The other answer will retain the subfolder path, meaning that subfolder/a/b will be extracted to ./subfolder/a/b. To extract a subfolder to the root, so subfolder/a/b would be extracted to ./a/b, you can rewrite the paths with something like this:

def members(tf):
    l = len("subfolder/")
    for member in tf.getmembers():
        if member.path.startswith("subfolder/"):
            member.path = member.path[l:]
            yield member

with tarfile.open("sample.tar") as tar:
    tar.extractall(members=members(tar))

5 Comments

Works great. You can also rename the top-level folder with this style by doing member.path = os.path.join('new_dirname', member.path[l:])
Great tip. Having tarfile extracted with every useless subdirectory really bugged me.
This works great. Unfortunately, I skipped this answer before by only looking at the best answer.
I will delete it. Sorry. I was hoping for an answer to a very similar issue. By the way, this solution is not working for me. I'm getting an error: [Pyright reportGeneralTypeIssues] [E] Argument of type "Generator[TarInfo, None, None]" cannot be assigned to parameter "members" of type "List[TarInfo] | None" in function "extractall" Type "Generator[TarInfo, None, None]" cannot be assigned to type "List[TarInfo] | None" "Generator[TarInfo, None, None]" is incompatible with "List[TarInfo]" Cannot assign to "None"
Easier to open a new question than leaving a comment with not enough information. The code works correctly if you run it in Python. The error you're showing is a static typing error, not something that will stop the code from functioning. Fix for that error: github.com/python/typeshed/pull/5273
2

The problem with all of the other solutions is that they require to access the end of the file before extracting - which means that they cannot be applied to a stream which does not support seeking.

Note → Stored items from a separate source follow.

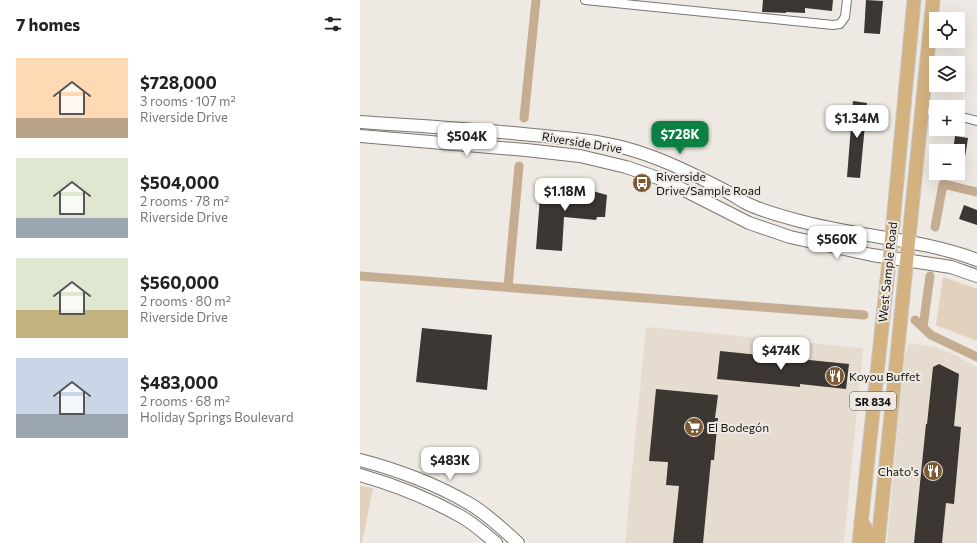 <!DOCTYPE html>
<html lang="en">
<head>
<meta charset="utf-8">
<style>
  :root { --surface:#fff; --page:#f2f2f2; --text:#222; --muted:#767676; --accent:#0b8043 }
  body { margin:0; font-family:Commissioner,sans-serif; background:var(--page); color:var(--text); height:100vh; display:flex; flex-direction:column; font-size:15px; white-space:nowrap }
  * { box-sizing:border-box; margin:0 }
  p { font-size:13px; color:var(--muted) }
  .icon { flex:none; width:22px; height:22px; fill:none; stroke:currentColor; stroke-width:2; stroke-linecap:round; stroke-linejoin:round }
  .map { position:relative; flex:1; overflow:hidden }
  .details { display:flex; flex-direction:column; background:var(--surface); width:360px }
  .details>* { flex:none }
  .tools { position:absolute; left:569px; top:12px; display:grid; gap:8px }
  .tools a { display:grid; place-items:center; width:36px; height:36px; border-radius:0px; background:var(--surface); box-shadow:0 4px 16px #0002; font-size:20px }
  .price { position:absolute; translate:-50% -34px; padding:0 9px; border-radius:8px; background:#fff; color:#222; font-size:13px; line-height:26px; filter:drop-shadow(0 1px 2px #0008) }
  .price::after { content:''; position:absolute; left:50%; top:24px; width:12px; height:9px; margin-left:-6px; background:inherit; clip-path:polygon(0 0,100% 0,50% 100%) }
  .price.current { background:var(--accent); color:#fff }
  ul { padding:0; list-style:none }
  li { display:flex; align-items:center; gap:12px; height:100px; padding:0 16px }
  li span { display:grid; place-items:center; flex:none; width:112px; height:80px; border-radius:0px; color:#555 }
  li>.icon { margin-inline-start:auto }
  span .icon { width:48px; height:48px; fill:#fffc; stroke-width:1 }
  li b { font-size:17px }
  h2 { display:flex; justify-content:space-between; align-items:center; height:48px; padding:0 16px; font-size:17px }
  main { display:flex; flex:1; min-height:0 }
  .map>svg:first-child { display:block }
  .built { fill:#e6dbcf }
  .green { fill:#e1d1bd }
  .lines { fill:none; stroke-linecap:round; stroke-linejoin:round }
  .canal { stroke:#c5ad92; stroke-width:9 }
  .building { fill:#3c3733 }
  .street-casing { stroke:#7a7670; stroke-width:10 }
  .secondary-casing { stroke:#7a7670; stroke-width:14 }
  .primary-casing { stroke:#c7c7c6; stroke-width:15 }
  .street { stroke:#fff; stroke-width:8 }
  .secondary { stroke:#fff; stroke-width:12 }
  .primary { stroke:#d4b280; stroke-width:13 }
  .labels { text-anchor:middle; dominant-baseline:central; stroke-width:4; stroke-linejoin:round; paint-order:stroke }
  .shield { fill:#eee9e2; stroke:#575450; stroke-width:1 }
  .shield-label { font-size:11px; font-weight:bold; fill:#161412 }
  .street-label { font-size:12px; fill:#161412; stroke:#eee9e2 }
  .poi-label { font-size:12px; fill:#161412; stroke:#eee9e2; text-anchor:start }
</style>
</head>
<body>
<main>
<section class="details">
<h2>7 homes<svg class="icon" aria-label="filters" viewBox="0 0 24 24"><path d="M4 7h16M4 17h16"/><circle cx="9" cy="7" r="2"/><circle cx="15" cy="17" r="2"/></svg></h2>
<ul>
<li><span style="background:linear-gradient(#ffd9b3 75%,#b9a48a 0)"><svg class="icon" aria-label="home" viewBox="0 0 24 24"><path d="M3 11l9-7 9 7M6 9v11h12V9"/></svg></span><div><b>$728,000</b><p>3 rooms · 107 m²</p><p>Riverside Drive</p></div></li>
<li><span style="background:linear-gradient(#dfe7d0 75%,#9aa5b1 0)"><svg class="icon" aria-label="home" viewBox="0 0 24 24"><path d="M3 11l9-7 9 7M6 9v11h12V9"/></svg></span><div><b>$504,000</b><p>2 rooms · 78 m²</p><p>Riverside Drive</p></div></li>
<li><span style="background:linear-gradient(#dfe7d0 65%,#c2b280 0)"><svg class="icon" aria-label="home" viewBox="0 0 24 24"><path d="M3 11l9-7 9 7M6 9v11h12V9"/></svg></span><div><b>$560,000</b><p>2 rooms · 80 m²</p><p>Riverside Drive</p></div></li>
<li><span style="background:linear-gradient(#c9d6e8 70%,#9aa5b1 0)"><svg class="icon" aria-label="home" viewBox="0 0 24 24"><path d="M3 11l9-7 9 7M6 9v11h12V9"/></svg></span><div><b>$483,000</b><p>2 rooms · 68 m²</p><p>Holiday Springs Boulevard</p></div></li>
</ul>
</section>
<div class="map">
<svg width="617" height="543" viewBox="0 0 617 543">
  <rect width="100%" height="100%" fill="#eee9e2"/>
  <g class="built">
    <path d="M286 327 503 348 484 543H265Z"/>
    <path d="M548 343 575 347 593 354 617 367V543H527L544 362Z"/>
  </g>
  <g class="green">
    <path d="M583 277 617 289V341L576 325Z"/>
    <path d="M0 486 13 488 2 543H0Z"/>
  </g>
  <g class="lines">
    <g class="canal">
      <path d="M164 118 176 0"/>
      <path d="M575 227 583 184 617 192"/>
      <path d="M0 276 504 315"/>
      <path d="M148 287 159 166"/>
      <path d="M555 320 571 335 617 357"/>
      <path d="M563 327 570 276"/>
    </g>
  </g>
  <g class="building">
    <path d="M403 0H473L472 11 445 8V13L426 12V13L402 12Z"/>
    <path d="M506 0 523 1 520 34 504 33Z"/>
    <path d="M493 101 507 103 500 178 487 177Z"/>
    <path d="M595 136 608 138 602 176H598V151H593Z"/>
    <path d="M181 184 206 186 205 188 229 190 247 195 245 217H237L236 220 204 217 202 251 176 249Z"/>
    <path d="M604 205 617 210V225L599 219Z"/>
    <path d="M62 328 132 335 127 390 56 382Z"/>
    <path d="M360 351 489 364 486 389 440 384V387L357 379Z"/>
    <path d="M579 364 599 374 594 426 601 427 594 504 586 503 582 543H554L566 424H567L573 367Z"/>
    <path d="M296 389 358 395 355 418H358L354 460H351L343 543H313L319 486 306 485 308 462 289 461Z"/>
  </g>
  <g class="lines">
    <g class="street-casing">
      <g id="street">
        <path d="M225 0 473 25 480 24 485 17 487 0"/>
        <path d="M562 109 576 112"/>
        <path d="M598 116 617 121"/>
      </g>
    </g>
    <g class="secondary-casing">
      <g id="secondary">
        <path d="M0 122C58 126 115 129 173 135 204 138 235 140 265 148 299 157 331 173 362 189 370 193 377 198 384 202 397 209 421 216 436 220 496 237 559 238 617 260"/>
        <path d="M0 136 166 150 220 156 266 167 298 178 326 191 389 223 430 237 512 255 591 267 617 276"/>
        <path d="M0 460C36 469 78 485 110 504 127 514 144 530 158 543"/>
        <path d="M0 475C35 485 70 499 102 517 114 524 125 534 136 543"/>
      </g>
    </g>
    <g class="primary-casing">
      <g id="primary">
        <path d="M501 521 510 535 509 543"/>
        <path d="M499 543 533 223 554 0"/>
        <path d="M518 543 573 0"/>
      </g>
    </g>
    <use href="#street" class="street"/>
    <use href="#secondary" class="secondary"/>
    <use href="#primary" class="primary"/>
  </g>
  <defs>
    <g id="bus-disc" transform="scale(1)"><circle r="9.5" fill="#7b5a31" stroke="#eee9e2"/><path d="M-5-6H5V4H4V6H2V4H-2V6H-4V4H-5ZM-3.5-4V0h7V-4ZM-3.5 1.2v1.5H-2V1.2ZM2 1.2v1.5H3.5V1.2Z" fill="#fff"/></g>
    <g id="restaurant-disc" transform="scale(1)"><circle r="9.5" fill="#7b5a31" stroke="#eee9e2"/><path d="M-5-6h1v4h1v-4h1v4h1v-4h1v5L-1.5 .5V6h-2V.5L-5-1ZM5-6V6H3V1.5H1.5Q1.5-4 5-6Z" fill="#fff"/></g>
    <g id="supermarket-disc" transform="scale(1)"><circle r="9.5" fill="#7b5a31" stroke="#eee9e2"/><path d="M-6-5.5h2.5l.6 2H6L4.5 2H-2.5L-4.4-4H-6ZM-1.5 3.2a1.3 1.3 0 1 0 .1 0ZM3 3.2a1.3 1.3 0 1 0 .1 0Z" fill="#fff"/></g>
  </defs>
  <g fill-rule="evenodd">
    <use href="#bus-disc" x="282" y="183"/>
    <use href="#restaurant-disc" x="475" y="376"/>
    <use href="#supermarket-disc" x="334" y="427"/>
    <use href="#restaurant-disc" x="573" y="471"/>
  </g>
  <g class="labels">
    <rect class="shield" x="490" y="392" width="46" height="18" rx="3"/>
    <g class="shield-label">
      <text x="513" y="401">SR 834</text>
    </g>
    <g class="street-label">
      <text transform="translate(222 142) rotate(9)">Riverside Drive</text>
      <text transform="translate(527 272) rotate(-84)">West Sample Road</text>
    </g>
    <g class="poi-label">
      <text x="296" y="176">Riverside<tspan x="296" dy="14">Drive/Sample Road</tspan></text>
      <text x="489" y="376">Koyou Buffet</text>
      <text x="348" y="427">El Bodegón</text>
      <text x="559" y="471" text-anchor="end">Chato's</text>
    </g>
  </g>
</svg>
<div class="tools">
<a><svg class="icon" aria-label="locate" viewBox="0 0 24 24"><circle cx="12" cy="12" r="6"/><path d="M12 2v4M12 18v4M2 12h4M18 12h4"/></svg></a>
<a><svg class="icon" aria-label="layers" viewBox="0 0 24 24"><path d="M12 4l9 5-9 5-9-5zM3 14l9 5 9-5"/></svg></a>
<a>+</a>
<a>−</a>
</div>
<b class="price" style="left:497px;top:139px">$1.34M</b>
<b class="price current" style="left:320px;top:155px">$728K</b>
<b class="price" style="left:107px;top:157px">$504K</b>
<b class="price" style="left:205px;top:212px">$1.18M</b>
<b class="price" style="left:477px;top:260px">$560K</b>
<b class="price" style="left:421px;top:371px">$474K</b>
<b class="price" style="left:90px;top:481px">$483K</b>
</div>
</main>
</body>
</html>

Staring with Python 3.11.4 (I haven't found a way with earlier versions):

strip1 = lambda member, path: member.replace(name=pathlib.Path(*pathlib.Path(member.path).parts[1:]))
with tarfile.open('file.tar.gz', mode='r:gz') as input:
    input.extractall(path=dest, filter=strip1)

extractall accepts a filter that gets called for each file with TarInfo - you unpack the filename, take all parts except the first one and then repack it.